Although it is fairly clear throughout the short story that the nervousness that the narrator is suffering from is actually postpartum depression, it is important to understand why this may have developed and what outside factors could have played a role in the narrator’s illness.  On page 301 and 302, the narrator notes how she loves her baby, but she is grateful for Mary’s help with him because being around the baby makes her more nervous.  The nervousness that the narrator describes in this scene is due to the pressures and expectations that society placed on women during this time.  In the early 1900’s, the woman’s role in the house was to bear and raise children and run a household suitable for her husband; it was expected of them.  However, this was a tremendous and overwhelming pressure for some women to handle (Bessuk 253).  Because women were not expected or allowed to go out and get a job to provide for their families, they did not have any other option to stay home to raise the children.  Ultimately, their success depended solely on their children.  The narrator’s lack of confidence in her ability to properly raise a child to society’s standards resulted in her onset of postpartum depression.

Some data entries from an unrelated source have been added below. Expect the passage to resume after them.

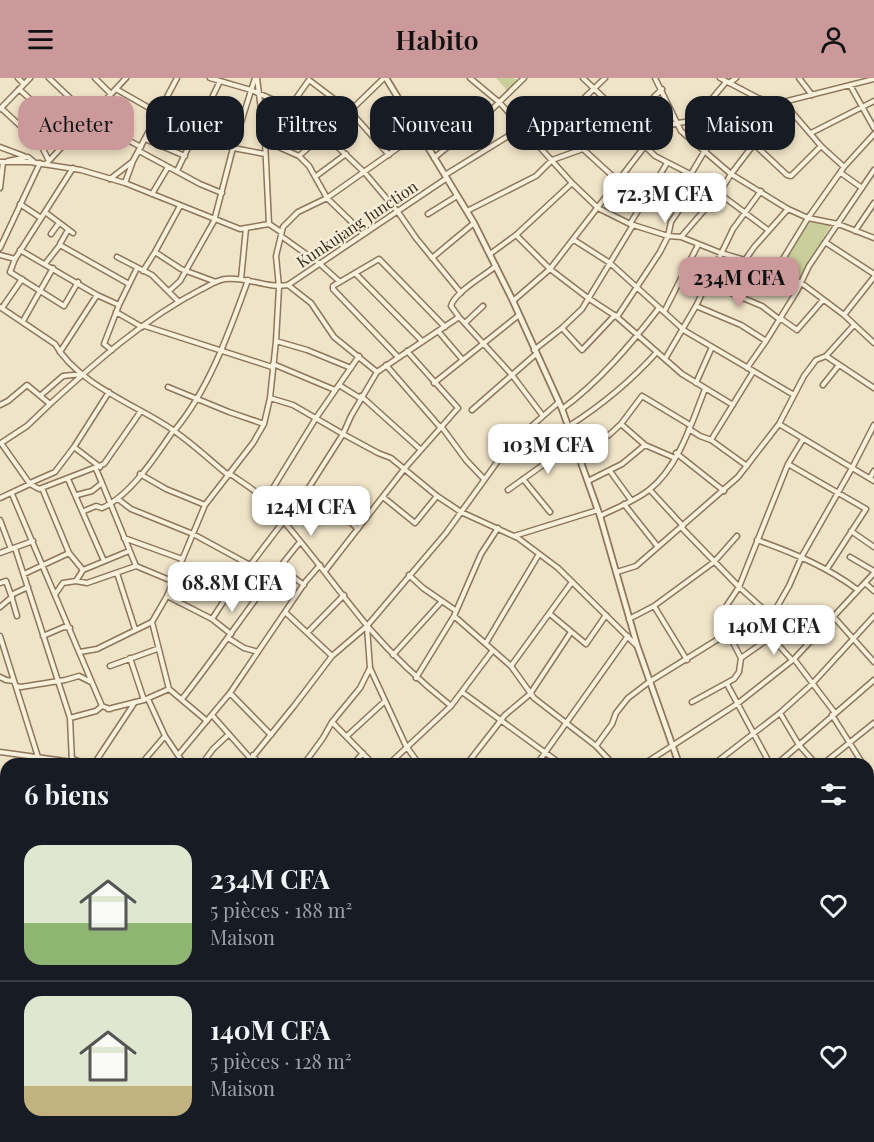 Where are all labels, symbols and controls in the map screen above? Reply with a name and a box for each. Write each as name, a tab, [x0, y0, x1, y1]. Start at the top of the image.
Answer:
text: Habito	[395, 21, 479, 57]
icon: menu	[24, 23, 57, 56]
icon: person	[817, 23, 850, 56]
chip: Acheter	[18, 96, 134, 150]
chip: Louer	[146, 96, 244, 150]
chip: Filtres	[256, 96, 358, 150]
chip: Nouveau	[370, 96, 494, 150]
chip: Appartement	[506, 96, 673, 150]
chip: Maison	[685, 96, 795, 150]
pin: 72.3M CFA	[596, 173, 734, 224]
street label: Kunkujang Junction	[292, 175, 422, 272]
text: 72.3M CFA	[617, 179, 713, 206]
pin: 234M CFA	[677, 257, 801, 308]
text: 234M CFA	[693, 263, 785, 290]
pin: 103M CFA	[486, 424, 610, 475]
text: 103M CFA	[502, 430, 594, 457]
pin: 124M CFA	[249, 486, 373, 537]
text: 124M CFA	[266, 492, 356, 519]
pin: 68.8M CFA	[163, 562, 301, 613]
text: 68.8M CFA	[182, 568, 282, 595]
pin: 140M CFA	[712, 605, 836, 656]
text: 140M CFA	[728, 611, 820, 638]
text: 6 biens	[24, 777, 109, 812]
icon: filters	[817, 778, 850, 811]
text: 234M CFA	[210, 861, 330, 896]
icon: home	[72, 869, 144, 941]
icon: heart	[817, 889, 850, 922]
text: 5 pièces · 188 m²	[210, 896, 352, 923]
text: Maison	[210, 923, 275, 950]
text: 140M CFA	[210, 1012, 330, 1047]
icon: home	[72, 1020, 144, 1092]
icon: heart	[817, 1040, 850, 1073]
text: 5 pièces · 128 m²	[210, 1047, 352, 1074]
text: Maison	[210, 1074, 275, 1101] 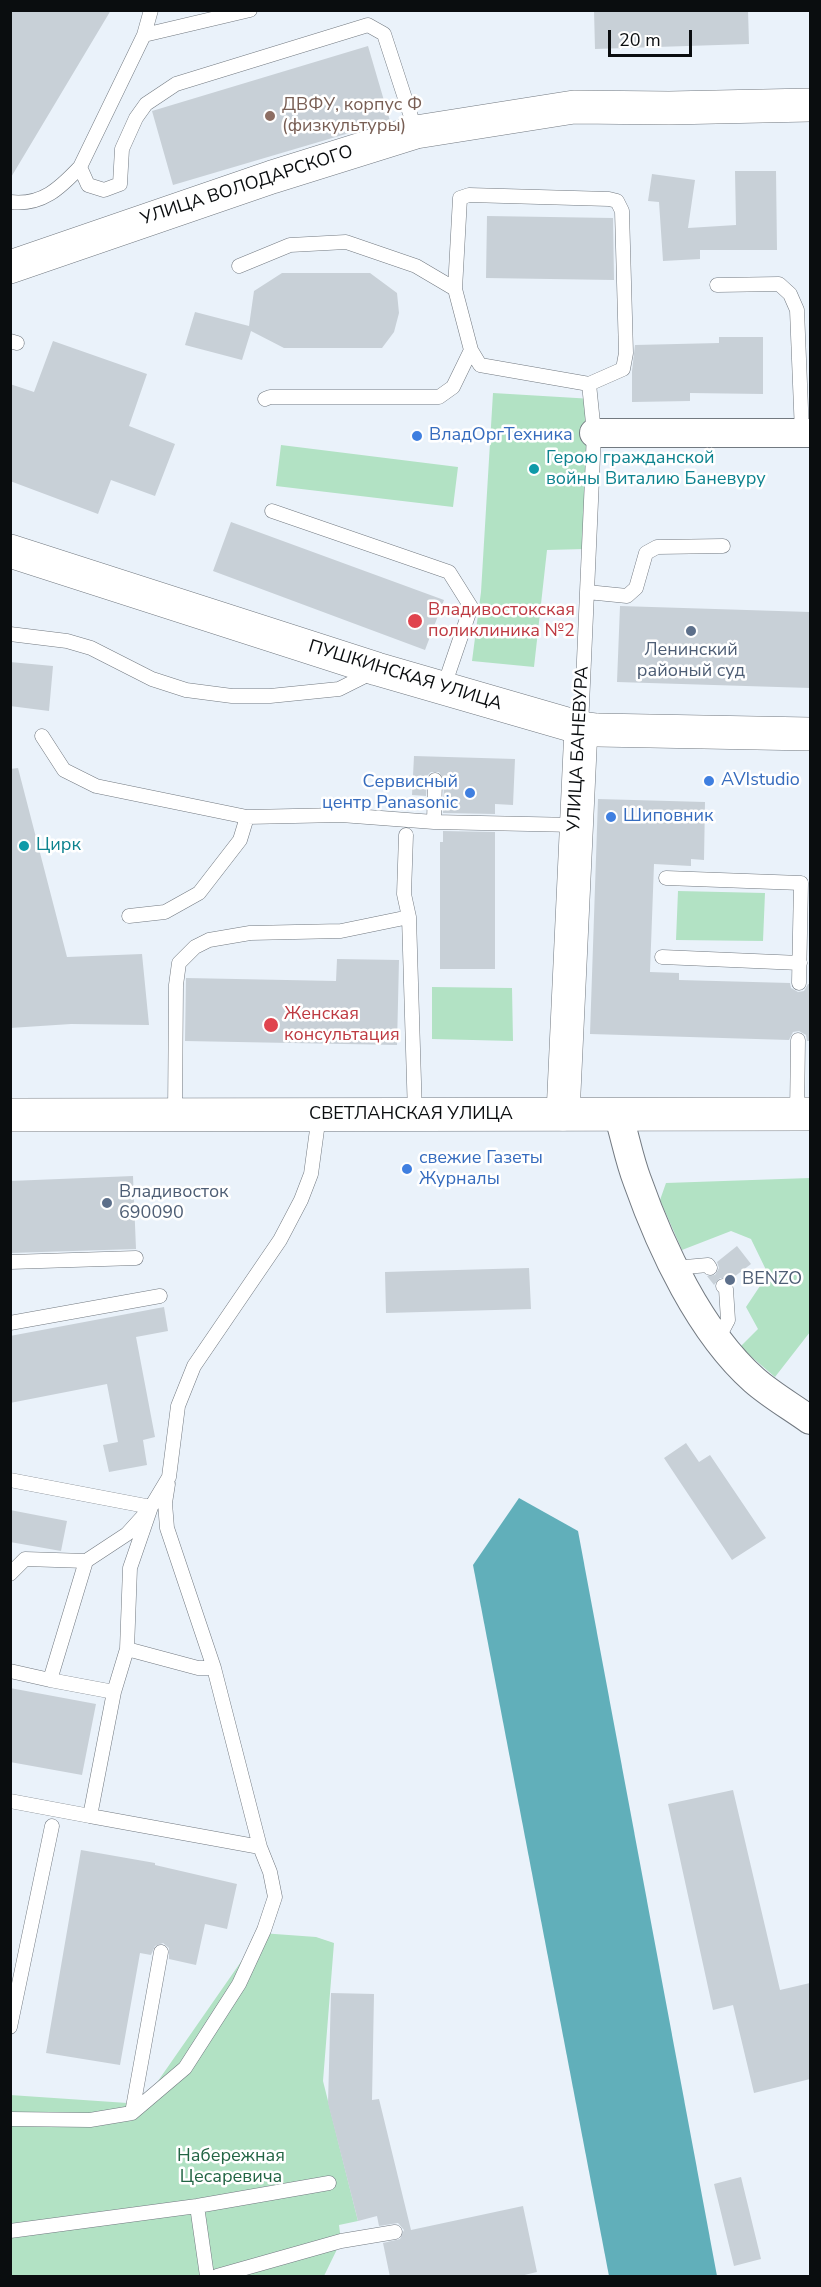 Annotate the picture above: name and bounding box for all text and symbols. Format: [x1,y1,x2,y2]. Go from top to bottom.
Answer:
scale bar [611,18,695,56]
text: 20 m [619,28,661,52]
place label: ДВФУ, корпус Ф (физкультуры) [282,95,422,138]
marker: ДВФУ, корпус Ф (физкультуры) [263,109,277,123]
street label: УЛИЦА ВОЛОДАРСКОГО [138,141,356,231]
place label: ВладОргТехника [429,425,573,447]
marker: ВладОргТехника [410,429,424,443]
place label: Герою гражданской войны Виталию Баневуру [546,448,766,490]
marker: Герою гражданской войны Виталию Баневуру [527,462,541,476]
place label: Владивостокская поликлиника №2 [428,600,575,642]
marker: Владивостокская поликлиника №2 [406,612,424,630]
marker: Ленинский районый суд [684,624,698,638]
street label: ПУШКИНСКАЯ УЛИЦА [306,636,504,716]
place label: Ленинский районый суд [637,640,745,682]
street label: УЛИЦА БАНЕВУРА [564,666,594,832]
place label: AVIstudio [721,770,800,792]
place label: Сервисный центр Panasonic [322,772,458,814]
marker: AVIstudio [702,774,716,788]
marker: Сервисный центр Panasonic [463,786,477,800]
place label: Шиповник [623,806,714,828]
marker: Шиповник [604,810,618,824]
place label: Цирк [36,835,81,857]
marker: Цирк [17,839,31,853]
place label: Женская консультация [284,1004,400,1046]
marker: Женская консультация [262,1016,280,1034]
street label: СВЕТЛАНСКАЯ УЛИЦА [309,1104,513,1126]
place label: свежие Газеты Журналы [419,1148,543,1190]
marker: свежие Газеты Журналы [400,1162,414,1176]
place label: Владивосток 690090 [119,1182,229,1224]
marker: Владивосток 690090 [100,1196,114,1210]
place label: BENZO [742,1269,802,1291]
marker: BENZO [723,1273,737,1287]
park label: Набережная Цесаревича [177,2146,285,2188]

In Cheryl Beck’s research, she stated that the first stage of postpartum depression experienced by mothers is one of “encountering terror” (44) which was defined with symptoms of “horrifying anxiety”, “relentless obsessive thinking” and “the image of enveloping fogginess to describe a loss of concentration” (44).  Following the terror stage, Beck found that mothers went through the “dying of self” stage (44), where they began to lose recognition of their “normal self” and begin to feel as if they were simply going through the motions.  Considering these symptoms and the relationship between the narrator of “The Yellow Wallpaper” and her husband, John, the reader can develop and understanding as to why the narrator could not properly express the anxiety and nervousness that she was feeling after having her child to her husband.

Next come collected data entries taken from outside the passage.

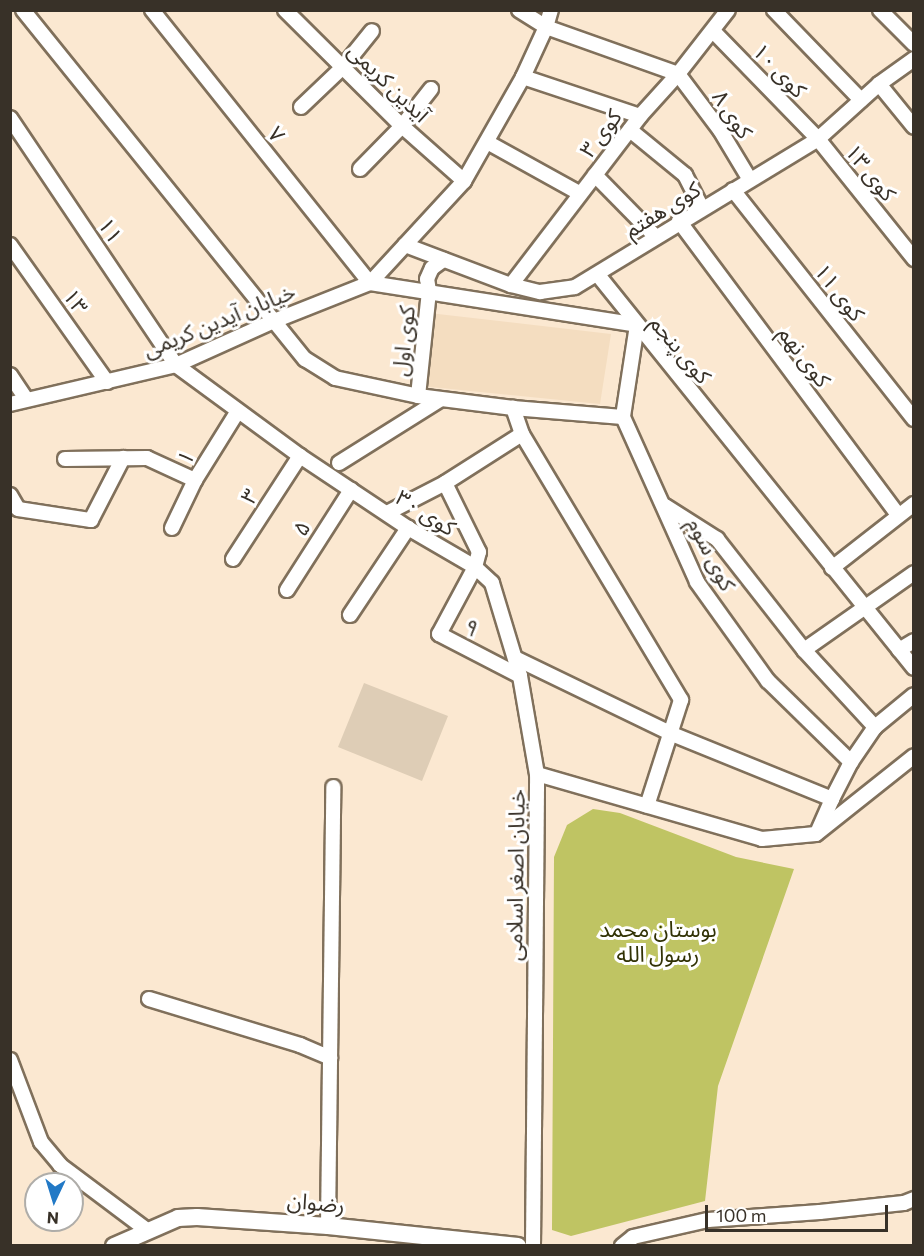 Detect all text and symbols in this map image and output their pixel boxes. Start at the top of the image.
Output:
street label: آیدین کریمی [343,37,435,127]
street label: کوی ۱۰ [748,37,812,103]
street label: کوی ۸ [707,85,759,143]
street label: کوی ۳ [574,104,626,162]
street label: ۷ [263,121,291,147]
street label: کوی ۱۳ [840,138,902,206]
street label: کوی هفتم [619,175,705,243]
street label: ۱۱ [93,212,129,248]
street label: کوی ۱۱ [809,258,871,326]
street label: خیابان آیدین کریمی [139,277,299,363]
street label: ۱۳ [58,283,94,319]
street label: کوی اول [386,304,420,378]
street label: کوی پنجم [645,310,717,388]
street label: کوی نهم [773,320,837,392]
street label: ۱ [170,445,200,469]
street label: کوی ۳۰ [391,483,461,541]
street label: ۳ [235,484,263,508]
street label: کوی سوم [682,513,742,595]
street label: ۵ [287,516,315,540]
street label: ۹ [460,612,484,642]
street label: خیابان اصغر اسلامی [500,789,530,961]
park label: بوستان محمد رسول الله [599,915,717,966]
north arrow [24,1172,84,1232]
street label: رضوان [286,1186,346,1218]
scale bar [708,1193,891,1231]
text: 100 m [716,1204,766,1226]
text: N [46,1209,59,1228]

As the short story progresses, the reader begins to see just how drastically the narrator is declining.  She starts to describe seeing the figure of a woman hiding behind the wallpaper, which becomes more and more of an obsession for her.  Near the end of the story, in reference to the woman in the wallpaper, the narrator says “Life is very much more exciting for me now than it used to be.  You see I have something more to expect, to look forward to, to watch” (Gilman 308).  However, even though the talk of the woman increases, the narrator fails to mention her baby again after saying that it makes her nervous.  This lack of mention of the child, along with the postpartum depression leads the reader to analyze the obsession with the woman in the wallpaper.  This strange woman who creeps all around has no ties or expectations to live up to; she has no husband and no child to take care of.  While the vision of her is a result of the worsening psychological condition, the obsession with her stems from the narrator’s longing to be freed of the societal pressures that she faces.

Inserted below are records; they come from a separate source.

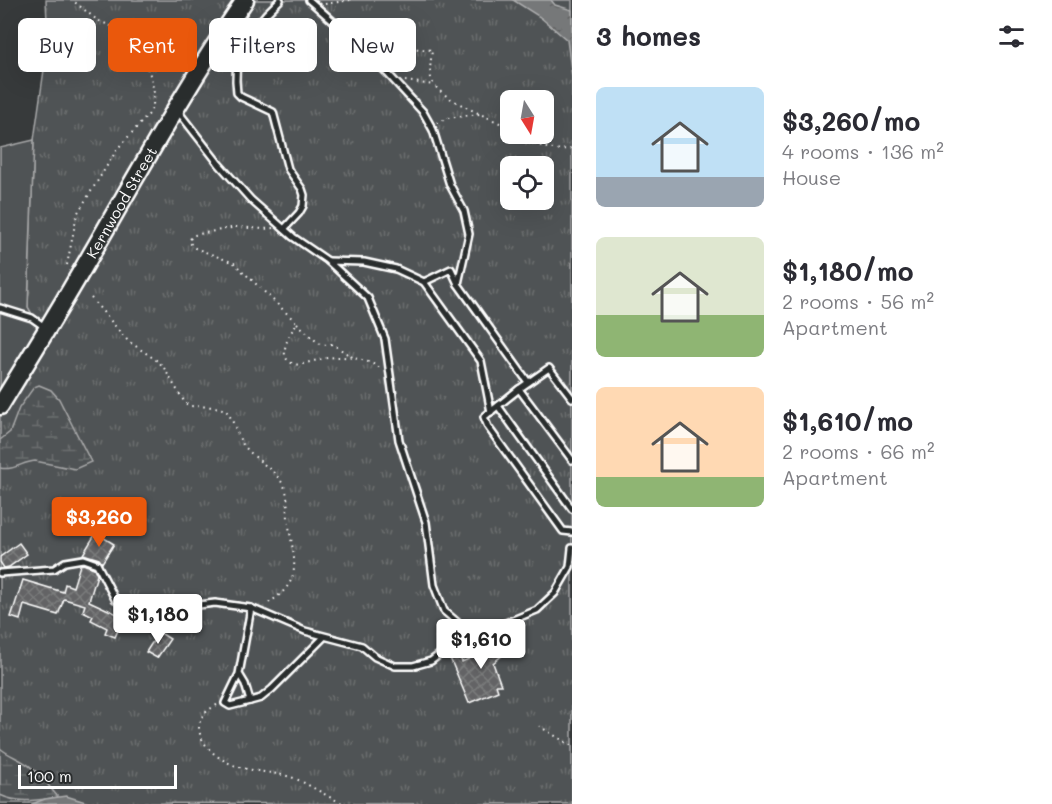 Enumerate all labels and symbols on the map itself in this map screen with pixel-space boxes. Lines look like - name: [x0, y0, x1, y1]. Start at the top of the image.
- north arrow: [500, 90, 554, 144]
- street label: Kernwood Street: [81, 143, 161, 262]
- pin: $3,260: [50, 497, 148, 548]
- pin: $1,180: [109, 594, 207, 645]
- pin: $1,610: [432, 619, 530, 670]
- scale bar: [18, 762, 177, 790]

In conclusion the strict gender roles and intense societal pressures present in the late 1800’s to the early 1900’s led to the oppression of women.  The dominating patriarchal society, which believed that women were also inferior to men, led to the rise of “nervous disorders” seen among young women at the time.  The creation of the rest cure was based off of the idea that a woman had to submit to a man and it was this very nature of the “cure” that caused so many women to develop worse symptoms while on this treatment.  Charlotte Perkins Gilman’s “The Yellow Wallpaper”, a work way more advanced than its years, dives into the societal norms of the time in an effort to create an awareness of the injustices that women faced.